Until this summer Rangnick was head of sport and development at Red Bull. As such, he had a direct influence over coaches such as Julian Nagelsmann, Ralph Hasenhüttl, Marco Rose and Jesse Marsch. The improvement in Bayern's pressing last season is largely credited to Danny Röhl, an assistant coach appointed from Southampton who had worked under Rangnick at Leipzig.
One of Rangnick's fellow-thinkers in the early days was Wolfgang Frank. Drawing specific inspiration from Sacchi, he imposed pressing on a Mainz squad that included Klopp, who developed those ideas first at Mainz and then at Borussia Dortmund. Even Klopp, though, highlights a 4-1 defeat for his Dortmund to Rangnick's Hoffenheim in 2009 as an epiphany.

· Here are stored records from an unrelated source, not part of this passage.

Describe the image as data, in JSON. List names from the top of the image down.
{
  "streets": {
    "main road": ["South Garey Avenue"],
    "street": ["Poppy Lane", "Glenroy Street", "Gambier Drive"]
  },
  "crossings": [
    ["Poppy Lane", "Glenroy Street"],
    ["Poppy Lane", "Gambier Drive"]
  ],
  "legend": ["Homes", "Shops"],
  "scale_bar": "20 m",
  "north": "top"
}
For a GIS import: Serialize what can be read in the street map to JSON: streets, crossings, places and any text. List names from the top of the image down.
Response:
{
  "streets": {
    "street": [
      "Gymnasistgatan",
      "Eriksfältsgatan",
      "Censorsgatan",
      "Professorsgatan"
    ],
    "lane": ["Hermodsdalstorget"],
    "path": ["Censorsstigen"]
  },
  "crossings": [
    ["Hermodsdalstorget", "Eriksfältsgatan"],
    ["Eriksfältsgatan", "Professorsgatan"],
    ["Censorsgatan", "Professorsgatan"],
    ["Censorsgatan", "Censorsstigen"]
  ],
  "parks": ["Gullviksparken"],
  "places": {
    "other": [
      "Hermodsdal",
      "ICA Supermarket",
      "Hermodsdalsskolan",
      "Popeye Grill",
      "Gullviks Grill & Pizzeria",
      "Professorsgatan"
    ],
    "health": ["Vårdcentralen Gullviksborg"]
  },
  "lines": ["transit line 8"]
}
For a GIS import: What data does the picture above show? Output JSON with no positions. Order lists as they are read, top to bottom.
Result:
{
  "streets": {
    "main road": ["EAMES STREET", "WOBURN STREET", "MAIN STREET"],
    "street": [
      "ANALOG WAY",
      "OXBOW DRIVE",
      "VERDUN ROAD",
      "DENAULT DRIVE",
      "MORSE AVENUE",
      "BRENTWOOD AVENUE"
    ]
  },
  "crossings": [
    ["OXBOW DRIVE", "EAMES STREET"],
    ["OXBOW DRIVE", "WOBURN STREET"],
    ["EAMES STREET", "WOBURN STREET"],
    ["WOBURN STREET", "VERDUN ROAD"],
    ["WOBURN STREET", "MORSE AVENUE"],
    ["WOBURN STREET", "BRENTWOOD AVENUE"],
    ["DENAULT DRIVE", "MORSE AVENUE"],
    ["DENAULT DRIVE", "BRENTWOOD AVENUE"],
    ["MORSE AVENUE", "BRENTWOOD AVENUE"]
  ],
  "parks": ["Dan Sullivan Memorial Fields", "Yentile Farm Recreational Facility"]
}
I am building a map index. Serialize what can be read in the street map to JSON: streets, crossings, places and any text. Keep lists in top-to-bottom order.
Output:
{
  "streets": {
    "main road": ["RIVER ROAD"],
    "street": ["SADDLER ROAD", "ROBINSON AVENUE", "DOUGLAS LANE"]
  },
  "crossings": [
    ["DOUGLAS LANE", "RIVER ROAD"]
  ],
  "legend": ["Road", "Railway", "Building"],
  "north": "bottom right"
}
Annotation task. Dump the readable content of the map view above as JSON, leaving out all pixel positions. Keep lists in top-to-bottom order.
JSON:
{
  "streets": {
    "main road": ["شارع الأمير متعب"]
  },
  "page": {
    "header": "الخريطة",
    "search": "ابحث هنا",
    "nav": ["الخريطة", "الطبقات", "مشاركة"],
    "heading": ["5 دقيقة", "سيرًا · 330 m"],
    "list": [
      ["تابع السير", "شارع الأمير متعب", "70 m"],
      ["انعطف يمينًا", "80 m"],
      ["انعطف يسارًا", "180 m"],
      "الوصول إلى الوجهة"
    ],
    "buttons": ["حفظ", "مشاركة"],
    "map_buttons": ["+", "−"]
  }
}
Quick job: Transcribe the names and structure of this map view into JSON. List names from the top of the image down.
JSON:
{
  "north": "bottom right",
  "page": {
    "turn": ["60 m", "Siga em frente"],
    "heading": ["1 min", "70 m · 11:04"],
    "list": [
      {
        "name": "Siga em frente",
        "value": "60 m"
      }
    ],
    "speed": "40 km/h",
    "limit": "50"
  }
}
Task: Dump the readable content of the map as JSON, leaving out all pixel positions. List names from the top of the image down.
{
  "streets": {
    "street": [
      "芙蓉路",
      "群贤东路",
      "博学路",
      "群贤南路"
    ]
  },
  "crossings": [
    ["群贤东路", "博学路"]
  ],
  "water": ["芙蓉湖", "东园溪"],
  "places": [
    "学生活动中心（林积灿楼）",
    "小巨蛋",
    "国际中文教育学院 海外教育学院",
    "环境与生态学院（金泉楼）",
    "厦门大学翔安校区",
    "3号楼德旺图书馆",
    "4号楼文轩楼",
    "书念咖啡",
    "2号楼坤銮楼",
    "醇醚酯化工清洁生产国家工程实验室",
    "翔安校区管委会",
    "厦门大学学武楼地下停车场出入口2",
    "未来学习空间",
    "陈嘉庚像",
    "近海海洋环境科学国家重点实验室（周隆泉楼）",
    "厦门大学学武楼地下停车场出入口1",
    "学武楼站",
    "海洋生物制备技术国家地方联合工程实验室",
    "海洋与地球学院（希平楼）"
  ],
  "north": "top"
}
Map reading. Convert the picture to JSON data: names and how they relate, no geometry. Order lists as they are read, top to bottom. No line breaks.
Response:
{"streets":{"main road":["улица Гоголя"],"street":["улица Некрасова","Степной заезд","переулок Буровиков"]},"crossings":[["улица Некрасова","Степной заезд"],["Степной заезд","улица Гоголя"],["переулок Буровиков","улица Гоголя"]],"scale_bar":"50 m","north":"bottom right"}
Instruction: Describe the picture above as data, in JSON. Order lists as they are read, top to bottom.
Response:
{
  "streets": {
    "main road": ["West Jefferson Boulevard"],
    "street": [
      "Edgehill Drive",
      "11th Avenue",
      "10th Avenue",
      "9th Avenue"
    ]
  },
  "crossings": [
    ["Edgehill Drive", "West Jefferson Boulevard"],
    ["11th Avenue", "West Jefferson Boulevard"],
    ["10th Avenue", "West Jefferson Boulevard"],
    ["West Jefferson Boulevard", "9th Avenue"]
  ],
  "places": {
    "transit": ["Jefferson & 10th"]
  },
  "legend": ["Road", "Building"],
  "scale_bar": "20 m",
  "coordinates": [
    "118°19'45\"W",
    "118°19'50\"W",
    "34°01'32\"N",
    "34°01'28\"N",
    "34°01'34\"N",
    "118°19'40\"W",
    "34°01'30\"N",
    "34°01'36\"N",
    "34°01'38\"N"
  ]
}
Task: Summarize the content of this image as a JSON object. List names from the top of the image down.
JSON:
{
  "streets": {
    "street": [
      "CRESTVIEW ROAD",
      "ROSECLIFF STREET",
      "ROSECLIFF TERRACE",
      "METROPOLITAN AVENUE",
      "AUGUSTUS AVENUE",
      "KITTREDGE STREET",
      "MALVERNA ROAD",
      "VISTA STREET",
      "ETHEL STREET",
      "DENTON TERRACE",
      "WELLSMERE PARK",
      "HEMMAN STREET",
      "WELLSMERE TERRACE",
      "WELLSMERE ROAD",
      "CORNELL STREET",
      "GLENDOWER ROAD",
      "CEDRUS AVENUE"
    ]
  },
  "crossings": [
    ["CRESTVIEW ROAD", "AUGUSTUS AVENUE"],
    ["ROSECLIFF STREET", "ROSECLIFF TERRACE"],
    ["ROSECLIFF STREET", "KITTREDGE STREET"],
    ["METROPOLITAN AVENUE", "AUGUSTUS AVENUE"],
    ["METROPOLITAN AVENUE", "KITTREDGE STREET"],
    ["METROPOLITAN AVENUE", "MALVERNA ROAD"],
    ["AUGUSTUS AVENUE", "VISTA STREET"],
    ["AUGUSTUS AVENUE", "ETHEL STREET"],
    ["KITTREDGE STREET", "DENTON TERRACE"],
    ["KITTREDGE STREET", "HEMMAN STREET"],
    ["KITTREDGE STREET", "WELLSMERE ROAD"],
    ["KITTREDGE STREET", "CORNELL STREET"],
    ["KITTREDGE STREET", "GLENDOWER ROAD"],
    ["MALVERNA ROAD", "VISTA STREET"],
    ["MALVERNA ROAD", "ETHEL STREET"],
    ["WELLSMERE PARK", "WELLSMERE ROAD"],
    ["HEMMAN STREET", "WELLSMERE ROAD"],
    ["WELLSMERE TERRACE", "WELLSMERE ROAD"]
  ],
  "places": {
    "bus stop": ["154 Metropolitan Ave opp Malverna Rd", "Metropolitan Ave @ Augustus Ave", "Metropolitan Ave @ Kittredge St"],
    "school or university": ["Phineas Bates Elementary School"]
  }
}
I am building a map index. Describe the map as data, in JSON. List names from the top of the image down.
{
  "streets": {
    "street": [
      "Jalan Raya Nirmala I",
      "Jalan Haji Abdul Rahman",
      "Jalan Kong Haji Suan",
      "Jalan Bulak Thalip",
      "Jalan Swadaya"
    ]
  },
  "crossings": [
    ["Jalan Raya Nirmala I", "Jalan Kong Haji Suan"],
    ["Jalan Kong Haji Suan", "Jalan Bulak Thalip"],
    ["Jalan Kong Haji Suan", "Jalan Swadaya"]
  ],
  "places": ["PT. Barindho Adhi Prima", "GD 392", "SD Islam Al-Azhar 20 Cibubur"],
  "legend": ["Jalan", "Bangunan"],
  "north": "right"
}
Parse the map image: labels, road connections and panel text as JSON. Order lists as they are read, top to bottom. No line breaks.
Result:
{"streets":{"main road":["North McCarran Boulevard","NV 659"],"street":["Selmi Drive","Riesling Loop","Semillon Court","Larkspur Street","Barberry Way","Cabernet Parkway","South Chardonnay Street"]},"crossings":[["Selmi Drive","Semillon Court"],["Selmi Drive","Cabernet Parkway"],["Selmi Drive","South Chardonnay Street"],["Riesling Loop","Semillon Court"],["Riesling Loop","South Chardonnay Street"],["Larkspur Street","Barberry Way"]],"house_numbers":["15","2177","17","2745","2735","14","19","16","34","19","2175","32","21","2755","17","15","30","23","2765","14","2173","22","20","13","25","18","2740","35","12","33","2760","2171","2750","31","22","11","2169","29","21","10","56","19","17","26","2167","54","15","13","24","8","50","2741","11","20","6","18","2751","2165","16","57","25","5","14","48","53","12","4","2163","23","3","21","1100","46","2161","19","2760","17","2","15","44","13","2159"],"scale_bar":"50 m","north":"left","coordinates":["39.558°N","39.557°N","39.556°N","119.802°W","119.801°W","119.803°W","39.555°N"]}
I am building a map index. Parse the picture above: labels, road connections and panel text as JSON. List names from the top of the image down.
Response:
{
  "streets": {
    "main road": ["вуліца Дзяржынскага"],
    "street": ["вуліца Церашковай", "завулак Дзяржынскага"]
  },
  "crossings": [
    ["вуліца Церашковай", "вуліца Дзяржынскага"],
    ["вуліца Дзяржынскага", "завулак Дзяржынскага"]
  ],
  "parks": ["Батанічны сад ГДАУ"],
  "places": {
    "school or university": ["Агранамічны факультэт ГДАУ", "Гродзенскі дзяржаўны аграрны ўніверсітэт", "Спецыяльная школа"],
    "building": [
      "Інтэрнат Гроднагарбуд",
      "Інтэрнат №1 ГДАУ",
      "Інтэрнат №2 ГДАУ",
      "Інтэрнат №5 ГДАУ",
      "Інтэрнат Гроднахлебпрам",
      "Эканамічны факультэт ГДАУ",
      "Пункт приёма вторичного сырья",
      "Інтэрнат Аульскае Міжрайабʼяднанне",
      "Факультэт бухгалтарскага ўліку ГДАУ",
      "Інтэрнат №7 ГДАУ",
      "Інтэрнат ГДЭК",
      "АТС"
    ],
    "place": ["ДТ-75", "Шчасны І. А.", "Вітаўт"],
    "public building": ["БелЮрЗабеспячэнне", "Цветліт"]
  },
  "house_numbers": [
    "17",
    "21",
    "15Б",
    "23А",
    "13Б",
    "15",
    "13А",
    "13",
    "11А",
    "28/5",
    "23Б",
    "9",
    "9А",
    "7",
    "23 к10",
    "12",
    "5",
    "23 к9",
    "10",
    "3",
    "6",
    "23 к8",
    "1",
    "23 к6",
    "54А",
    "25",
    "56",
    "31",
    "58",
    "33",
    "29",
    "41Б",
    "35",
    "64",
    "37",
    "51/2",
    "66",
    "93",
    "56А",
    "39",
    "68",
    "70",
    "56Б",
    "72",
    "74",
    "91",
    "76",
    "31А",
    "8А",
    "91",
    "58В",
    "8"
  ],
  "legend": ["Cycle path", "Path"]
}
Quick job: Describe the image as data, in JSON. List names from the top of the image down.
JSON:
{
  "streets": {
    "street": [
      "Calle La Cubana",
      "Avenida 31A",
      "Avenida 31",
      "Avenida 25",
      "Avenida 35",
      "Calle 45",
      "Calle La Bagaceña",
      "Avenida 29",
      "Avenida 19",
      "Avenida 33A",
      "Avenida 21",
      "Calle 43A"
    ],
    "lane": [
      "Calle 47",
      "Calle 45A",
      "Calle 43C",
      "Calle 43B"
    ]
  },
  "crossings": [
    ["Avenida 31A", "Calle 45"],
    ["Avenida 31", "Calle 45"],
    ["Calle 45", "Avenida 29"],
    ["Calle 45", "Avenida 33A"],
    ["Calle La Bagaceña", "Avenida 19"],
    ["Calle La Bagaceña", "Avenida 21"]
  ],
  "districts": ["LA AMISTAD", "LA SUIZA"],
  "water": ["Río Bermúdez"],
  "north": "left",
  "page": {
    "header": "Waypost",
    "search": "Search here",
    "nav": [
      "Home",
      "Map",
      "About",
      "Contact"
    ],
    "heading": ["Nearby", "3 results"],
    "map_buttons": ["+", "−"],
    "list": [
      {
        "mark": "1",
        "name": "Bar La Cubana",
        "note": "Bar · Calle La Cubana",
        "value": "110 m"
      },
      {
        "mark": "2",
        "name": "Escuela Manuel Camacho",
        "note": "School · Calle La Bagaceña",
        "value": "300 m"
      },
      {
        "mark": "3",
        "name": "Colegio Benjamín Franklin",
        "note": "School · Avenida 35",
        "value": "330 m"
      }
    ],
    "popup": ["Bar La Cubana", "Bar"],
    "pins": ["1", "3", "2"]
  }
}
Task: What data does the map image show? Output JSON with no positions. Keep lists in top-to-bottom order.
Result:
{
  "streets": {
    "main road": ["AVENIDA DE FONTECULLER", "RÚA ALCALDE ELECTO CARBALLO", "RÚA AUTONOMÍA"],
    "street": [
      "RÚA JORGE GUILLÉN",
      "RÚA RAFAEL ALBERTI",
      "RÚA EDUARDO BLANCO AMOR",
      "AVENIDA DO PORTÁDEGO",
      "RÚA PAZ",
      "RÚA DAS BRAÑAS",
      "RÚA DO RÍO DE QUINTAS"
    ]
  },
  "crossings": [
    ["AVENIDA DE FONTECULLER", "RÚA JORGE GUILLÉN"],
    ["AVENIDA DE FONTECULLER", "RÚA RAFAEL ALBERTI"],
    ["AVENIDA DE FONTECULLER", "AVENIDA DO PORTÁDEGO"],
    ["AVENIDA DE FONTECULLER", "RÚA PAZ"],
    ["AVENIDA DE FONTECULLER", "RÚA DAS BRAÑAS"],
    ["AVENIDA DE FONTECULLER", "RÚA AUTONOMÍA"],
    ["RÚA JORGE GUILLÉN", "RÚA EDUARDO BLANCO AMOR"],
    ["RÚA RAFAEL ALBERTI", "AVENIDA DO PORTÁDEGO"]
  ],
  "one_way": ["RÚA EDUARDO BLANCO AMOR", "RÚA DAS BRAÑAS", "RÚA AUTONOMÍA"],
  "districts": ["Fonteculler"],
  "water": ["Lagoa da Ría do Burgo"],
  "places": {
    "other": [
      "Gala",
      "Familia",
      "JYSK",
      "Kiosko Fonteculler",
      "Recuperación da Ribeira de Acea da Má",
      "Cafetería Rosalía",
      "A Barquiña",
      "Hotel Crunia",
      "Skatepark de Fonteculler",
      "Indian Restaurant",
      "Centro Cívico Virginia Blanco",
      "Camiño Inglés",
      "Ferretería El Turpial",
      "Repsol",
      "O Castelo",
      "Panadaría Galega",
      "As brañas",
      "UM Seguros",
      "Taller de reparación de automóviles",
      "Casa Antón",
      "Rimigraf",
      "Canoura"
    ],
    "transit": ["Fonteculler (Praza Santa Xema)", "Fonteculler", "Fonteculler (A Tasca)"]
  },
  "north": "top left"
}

Thomas Tuchel followed the same path from Mainz to Dortmund, while David Wagner and Daniel Farke worked at Dortmund before taking jobs in the Championship.
The German model of pressing is not monolithic, but the influence of its various strands is profound. What Guardiola did at Barcelona was radical but football evolves constantly. Ten years on, he is no longer in the vanguard.
What does it mean, though, to say that pressing has evolved? To a large degree the issue is physical. Players are quicker and stronger now – as they need to be to press efficiently, given the technical level is higher across a team – and they are also fitter: able to press essentially at full tilt for the whole game.
Guardiola’s Barça were a notably short side, his revolution made possible by a crackdown on intimidatory tackling and changes to the offside law that stretched the effective playing area. The German school, being more concerned with regaining than retaining possession, is more focused on physique than technique (which makes Klopp’s signing of Thiago Alcântara an intriguing step away).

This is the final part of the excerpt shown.